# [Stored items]
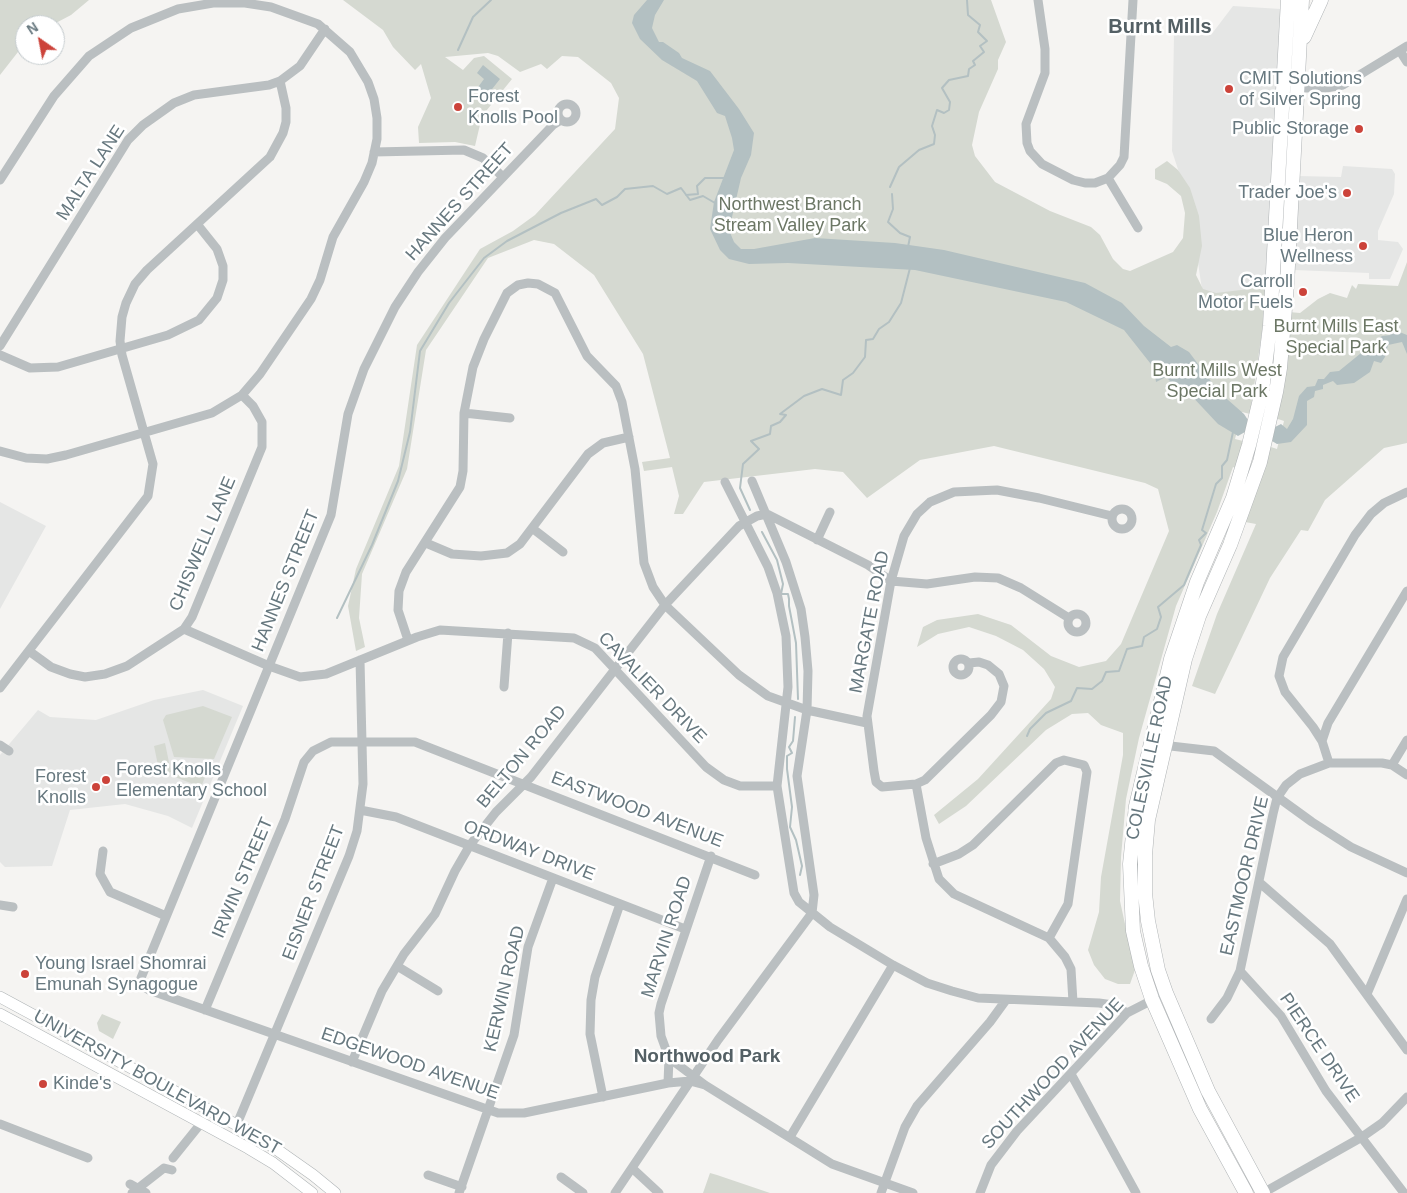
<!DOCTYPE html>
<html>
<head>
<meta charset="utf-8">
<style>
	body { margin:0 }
	#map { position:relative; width:1407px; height:1193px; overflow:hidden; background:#f5f4f2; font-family:Helvetica,sans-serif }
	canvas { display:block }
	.north { position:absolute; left:15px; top:15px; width:50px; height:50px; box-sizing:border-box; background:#fff; border:1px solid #c2c9cc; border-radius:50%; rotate:327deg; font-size:14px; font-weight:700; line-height:20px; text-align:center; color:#67787f }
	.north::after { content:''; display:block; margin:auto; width:18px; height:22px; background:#cc433a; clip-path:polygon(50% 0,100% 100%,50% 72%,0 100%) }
</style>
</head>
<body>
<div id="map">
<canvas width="1407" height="1193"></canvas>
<div class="north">N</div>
</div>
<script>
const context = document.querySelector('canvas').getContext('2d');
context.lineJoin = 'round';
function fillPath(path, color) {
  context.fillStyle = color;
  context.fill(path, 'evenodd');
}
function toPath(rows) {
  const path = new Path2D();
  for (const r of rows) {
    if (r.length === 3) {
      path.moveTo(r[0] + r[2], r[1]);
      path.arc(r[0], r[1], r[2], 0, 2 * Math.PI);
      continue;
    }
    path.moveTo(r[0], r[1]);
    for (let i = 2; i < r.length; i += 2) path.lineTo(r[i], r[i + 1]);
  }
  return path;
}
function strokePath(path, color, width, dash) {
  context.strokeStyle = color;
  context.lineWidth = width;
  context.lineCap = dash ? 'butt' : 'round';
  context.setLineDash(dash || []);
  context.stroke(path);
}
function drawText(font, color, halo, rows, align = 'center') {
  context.font = font + ' Helvetica,sans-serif';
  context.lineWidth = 5;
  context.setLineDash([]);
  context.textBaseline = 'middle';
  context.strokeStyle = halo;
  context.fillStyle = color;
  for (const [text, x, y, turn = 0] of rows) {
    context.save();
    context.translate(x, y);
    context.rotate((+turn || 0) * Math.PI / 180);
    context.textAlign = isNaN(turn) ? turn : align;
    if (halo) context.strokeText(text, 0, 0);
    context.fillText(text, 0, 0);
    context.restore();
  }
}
const built = toPath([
	[1233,6,1281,9,1266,288,1203,296,1189,203,1172,151,1174,35,1211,35],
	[1343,166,1392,169,1395,174,1394,194,1378,231,1378,240,1398,242,1403,249,1390,279,1369,279,1369,273,1294,270,1298,176,1341,177],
	[0,502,46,526,0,609],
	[203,690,243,706,192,828,168,816,125,804,70,810,52,866,5,867,0,862,0,755,38,710,50,717,96,720,154,700]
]);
const green = toPath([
	[0,0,89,0,71,15,52,25,25,25,25,43,0,75],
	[343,0,991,0,1006,42,998,60,998,69,979,112,972,145,975,156,995,182,1050,211,1091,227,1100,235,1113,259,1123,269,1130,271,1173,252,1183,238,1185,213,1181,196,1167,184,1155,179,1155,169,1167,161,1178,170,1190,188,1199,216,1202,246,1196,275,1203,289,1216,293,1266,287,1265,311,1250,414,1242,412,1235,439,1243,441,1236,468,1233,467,1217,512,1176,606,1139,738,1126,799,1121,857,1120,901,1135,970,1130,984,1118,984,1105,979,1094,965,1088,950,1099,912,1101,877,1123,755,1123,733,1101,725,1088,713,1072,714,1046,730,966,806,939,824,934,815,978,779,1051,699,1055,687,1044,669,1023,650,996,636,969,627,938,634,917,647,923,627,937,620,978,614,1011,625,1051,656,1079,667,1106,661,1121,644,1169,531,1158,489,1145,483,994,446,920,460,867,498,843,472,815,469,704,482,683,514,674,514,679,496,672,467,644,471,642,462,670,458,643,354,594,275,554,244,534,240,488,258,426,350,407,469,362,574,359,618,365,647,356,651,348,606,356,569,399,466,417,345,480,249,513,231,535,215,615,129,619,98,611,83,578,57,562,56,547,69,541,64,520,72,498,56,488,53,445,57,463,70,474,58,484,56,512,79,482,116,475,146,455,142,419,143,418,127,431,98,421,64,415,70,393,47,383,30],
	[1407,262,1407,443,1384,448,1325,500,1308,531,1301,530,1270,578,1215,694,1192,686,1217,614,1256,524,1245,522,1264,467,1268,446,1277,449,1284,421,1275,418,1289,312,1300,313,1318,299,1330,293,1347,298,1352,285,1356,289,1358,284,1398,286],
	[203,706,232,717,214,759,174,757,163,720,166,715],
	[165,743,171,772,160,775,154,746],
	[180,765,206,775,201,787,175,777],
	[102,1014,121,1022,113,1039,99,1031,97,1023],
	[710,1173,717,1175,770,1193,703,1193]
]);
const water = toPath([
	[647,0,664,0,655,15,652,28,659,42,663,42,679,53,682,58,710,71,739,109,754,133,751,155,741,178,729,230,734,242,741,249,754,249,815,238,895,243,944,250,1085,283,1122,303,1144,326,1171,347,1177,345,1189,352,1219,392,1244,414,1248,420,1245,432,1238,436,1218,424,1188,392,1165,387,1170,381,1166,377,1156,382,1154,368,1124,330,1066,302,915,270,788,263,749,264,729,259,720,250,710,229,714,202,734,150,732,138,725,116,717,113,697,81,662,60,640,39,632,23,634,15],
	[483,65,500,79,485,98,476,90,484,79,477,73],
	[1397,331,1407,335,1407,354,1402,342,1388,345,1385,357,1381,363,1374,361,1370,372,1354,383,1337,385,1333,381,1323,385,1323,389,1315,391,1314,397,1307,401,1307,425,1291,442,1277,444,1272,441,1275,427,1281,424,1287,429,1293,419,1299,396,1307,387,1315,386,1318,379,1324,379,1330,372,1339,371,1382,336,1391,335]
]);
const stream = toPath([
	[458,50,473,17,491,0],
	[890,187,899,167,919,150,934,144,935,135,932,126,937,110,944,113,949,110,950,102,942,88,949,80,968,76,969,69,975,65,973,61,984,52,980,46,987,41,978,32,980,25,968,15,967,0],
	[892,194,893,209,888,222,900,233,910,237,908,247],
	[686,195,698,194,697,186,705,178,726,178],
	[1383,325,1393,336],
	[750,510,740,488,743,464,759,449,751,441,770,434,771,426,780,422,786,415,780,414,804,396,822,389,841,395,843,380,853,373,865,357,866,340,873,339,879,329,889,322,901,303,910,268],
	[762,532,777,560,783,584,781,594,788,594,789,599,789,606,796,643,798,699],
	[337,618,372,545,398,481,410,432,420,351,449,303,484,258,507,241,561,213,596,199,602,205,617,197,625,189,653,186,667,194,681,188,690,200,703,196,715,203],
	[795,717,793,741,789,747,792,753,787,756,787,769,792,807,790,827,796,840,802,866,800,875],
	[1027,736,1030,729,1046,713,1071,701,1077,688,1092,689,1102,681,1106,672,1119,671,1127,649,1142,646,1144,637,1157,629,1161,617,1158,607,1184,585,1201,545,1199,540,1206,533,1202,530,1216,484,1222,478,1222,466,1227,460,1233,432]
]);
const minor = toPath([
	[1038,0,1045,49,1045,73,1026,124,1027,143,1030,151,1042,164,1073,180,1085,183,1095,183,1108,178,1120,165,1124,157,1133,0],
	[1400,51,1407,62],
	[1293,88,1326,88,1343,85,1407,46],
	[567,113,9],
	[561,120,553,125,445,238,418,272,395,307,364,369,348,414,331,515,141,978,142,985,149,990,498,1113,524,1113,668,1083,690,1081,705,1085],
	[374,152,464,150,483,158,503,177],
	[1108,178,1138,228],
	[0,180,54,96,89,56,131,28,178,9,213,3,245,3,271,7,318,24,350,52,368,82,374,99,377,118,377,139,372,163,364,182,333,237,320,280,311,299,260,374,242,395,212,413,66,455,47,459,26,458,0,451],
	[0,346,128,140,143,125,174,103,194,95,269,85,280,81,300,66,325,29],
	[0,355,30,368,58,367,168,335,199,320,217,298,223,280,223,266,217,249,197,224],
	[464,413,510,418],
	[725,482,768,567,777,593,786,636,788,687,777,786,794,893,799,902,830,927,893,965,927,983,952,991,978,998,1099,1003,1113,1005,1127,1013],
	[1122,519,10],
	[767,514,868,565,891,581,927,584,975,577,998,578,1021,588,1069,618],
	[532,528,563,552],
	[817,540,830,512],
	[426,543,452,554,481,556,507,553,520,544,588,454,603,443,629,437],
	[1077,623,9],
	[184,629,269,666,300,677,326,674,417,637,440,630,574,638,595,648,706,767,724,780,740,786,777,786],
	[408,640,398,610,399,591,406,572,460,487,463,471,464,413,473,367,484,339,507,293,518,285,528,283,538,284,555,293,587,356,616,386,622,402,635,469,644,563,653,587,665,605,739,675,768,696,807,710,867,723],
	[29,651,51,667,70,674,85,677,105,674,127,666,184,629,192,617,262,447,262,422,253,406,242,395],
	[961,667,8],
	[969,663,979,662,988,665,999,674,1004,686,1001,702,991,715,925,780,916,784,882,787,876,782,874,771,867,716,891,581,904,536,917,514,930,502,954,492,997,490,1039,498,1112,516],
	[504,687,508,633],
	[0,688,148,496,153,464,122,355,120,341,122,317,126,303,135,284,147,270,270,157,283,133,286,122,286,108,280,81],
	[1322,741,1313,727,1285,692,1279,676,1283,657,1355,535,1371,514,1384,503,1407,492],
	[0,745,9,751],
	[1162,745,1214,751,1312,822,1351,847,1407,873],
	[1329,763,1322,741,1328,723,1407,591],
	[1392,765,1407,740],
	[916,784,926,838,939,879,954,894,1049,938,1065,957,1071,969,1073,1002],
	[360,810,396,817,685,929],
	[103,851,100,874,110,892,166,916],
	[711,856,661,1004,659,1013,661,1036,669,1058,705,1085,832,1164,913,1193],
	[933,864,959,854,973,845,1056,763,1064,760,1084,765,1087,772,1068,904,1049,938],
	[1260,883,1330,944,1407,1050],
	[0,905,13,907],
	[397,966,438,991],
	[1240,971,1281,1016,1326,1091,1404,1193],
	[1367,994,1407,899],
	[205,1010,285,819,304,762,313,751,331,742,415,742,755,875],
	[1211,1019,1227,998,1240,971,1273,814,1277,798,1286,785,1300,774,1329,763,1382,763,1392,765,1407,775],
	[352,1062,382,991,404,954,435,914,455,871,470,845,496,812,531,777,665,605,739,526,757,516,767,514],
	[1071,1074,1136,1193],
	[668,1083,669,1058],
	[603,1097,590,1034,591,1000,595,977,620,904],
	[0,1124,88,1158],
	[237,1124,349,856,357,831,363,784,360,660],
	[790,1137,893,965],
	[173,1158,202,1122],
	[632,1168,659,1193],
	[428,1175,462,1187],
	[561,1177,583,1193],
	[130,1184,146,1193],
	[132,1193,164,1168,172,1170],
	[459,1193,514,1035,528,947,553,878],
	[615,1193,718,1040,812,913,814,895,797,776,807,710,808,671,805,637,801,609,786,562,752,481],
	[881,1193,905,1127,917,1106,990,1022,1006,1000],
	[980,1193,991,1165,1017,1131,1127,1013,1166,993],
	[1263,1193,1362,1137,1382,1123,1407,1097]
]);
const major = toPath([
	[0,997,259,1137,313,1175,335,1193],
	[0,1014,248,1148,273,1163,312,1193]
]);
const highway = toPath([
	[1304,37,1321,0],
	[1246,1193,1200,1109,1152,999,1141,966,1133,931,1130,864,1136,806,1171,659,1197,582,1233,498,1249,445,1262,391,1270,326,1288,0],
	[1263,1193,1208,1091,1166,993,1158,970,1148,921,1145,893,1145,855,1148,820,1185,659,1199,616,1230,545,1260,462,1276,392,1280,368,1287,284,1302,0]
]);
const markers = [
	[1229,89,5,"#cc433a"],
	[458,107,5,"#cc433a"],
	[1359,129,5,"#cc433a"],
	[1347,193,5,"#cc433a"],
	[1363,246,5,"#cc433a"],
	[1303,292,5,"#cc433a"],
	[106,780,5,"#cc433a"],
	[96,787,5,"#cc433a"],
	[25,974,5,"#cc433a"],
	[43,1084,5,"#cc433a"]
];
const poiNames = [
	["CMIT Solutions",1239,79],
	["of Silver Spring",1239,100],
	["Forest",468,97],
	["Knolls Pool",468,118],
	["Public Storage",1349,129,"right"],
	["Trader Joe's",1337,193,"right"],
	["Blue Heron",1353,236,"right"],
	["Wellness",1353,257,"right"],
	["Carroll",1293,282,"right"],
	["Motor Fuels",1293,303,"right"],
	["Forest Knolls",116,770],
	["Elementary School",116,791],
	["Forest",86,777,"right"],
	["Knolls",86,798,"right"],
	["Young Israel Shomrai",35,964],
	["Emunah Synagogue",35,985],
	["Kinde's",53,1084]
];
const streetNames = [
	["MALTA LANE",91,173,-57],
	["HANNES STREET",460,202,-48],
	["CHISWELL LANE",203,544,-67],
	["HANNES STREET",286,581,-68],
	["MARGATE ROAD",870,622,-79],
	["CAVALIER DRIVE",652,688,46],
	["BELTON ROAD",522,757,-50],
	["COLESVILLE ROAD",1150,758,-78],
	["EASTWOOD AVENUE",637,810,21],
	["ORDWAY DRIVE",529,851,21],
	["EASTMOOR DRIVE",1245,876,-77],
	["IRWIN STREET",243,878,-67],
	["EISNER STREET",314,893,-69],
	["MARVIN ROAD",667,937,-72],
	["KERWIN ROAD",505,989,-77],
	["PIERCE DRIVE",1319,1048,56],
	["EDGEWOOD AVENUE",410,1064,19],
	["SOUTHWOOD AVENUE",1053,1074,-47],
	["UNIVERSITY BOULEVARD WEST",157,1083,29]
];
const parkNames = [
	["Northwest Branch",790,205],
	["Stream Valley Park",790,226],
	["Burnt Mills East",1336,327],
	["Special Park",1336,348],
	["Burnt Mills West",1217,371],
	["Special Park",1217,392]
];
const neighbourhoodNames = [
	["Northwood Park",707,1057]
];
const quarterNames = [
	["Burnt Mills",1160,27]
];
fillPath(built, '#e5e6e5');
fillPath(green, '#d5d9d1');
fillPath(water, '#b3c0c2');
strokePath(stream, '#b3c0c2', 2);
strokePath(major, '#aeb3b5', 12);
strokePath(highway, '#b0b4b6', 15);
strokePath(minor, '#babfc1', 9);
strokePath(major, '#fff', 11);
strokePath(highway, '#fff', 14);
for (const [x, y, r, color] of markers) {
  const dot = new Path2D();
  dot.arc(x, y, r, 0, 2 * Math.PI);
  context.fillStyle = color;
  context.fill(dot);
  strokePath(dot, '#fff', 2);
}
drawText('18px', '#67787f', '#fff', poiNames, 'left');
drawText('18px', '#67787f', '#fff', streetNames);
drawText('18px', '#6c7765', '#fff', parkNames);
drawText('bold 19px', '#546065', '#fff', neighbourhoodNames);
drawText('bold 20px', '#546065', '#fff', quarterNames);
</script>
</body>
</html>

# [TO DO]
Go through the records above. Copy each line in which the string "rows" appears.

# [RESPONSE]
function toPath(rows) {
  for (const r of rows) {
function drawText(font, color, halo, rows, align = 'center') {
  for (const [text, x, y, turn = 0] of rows) {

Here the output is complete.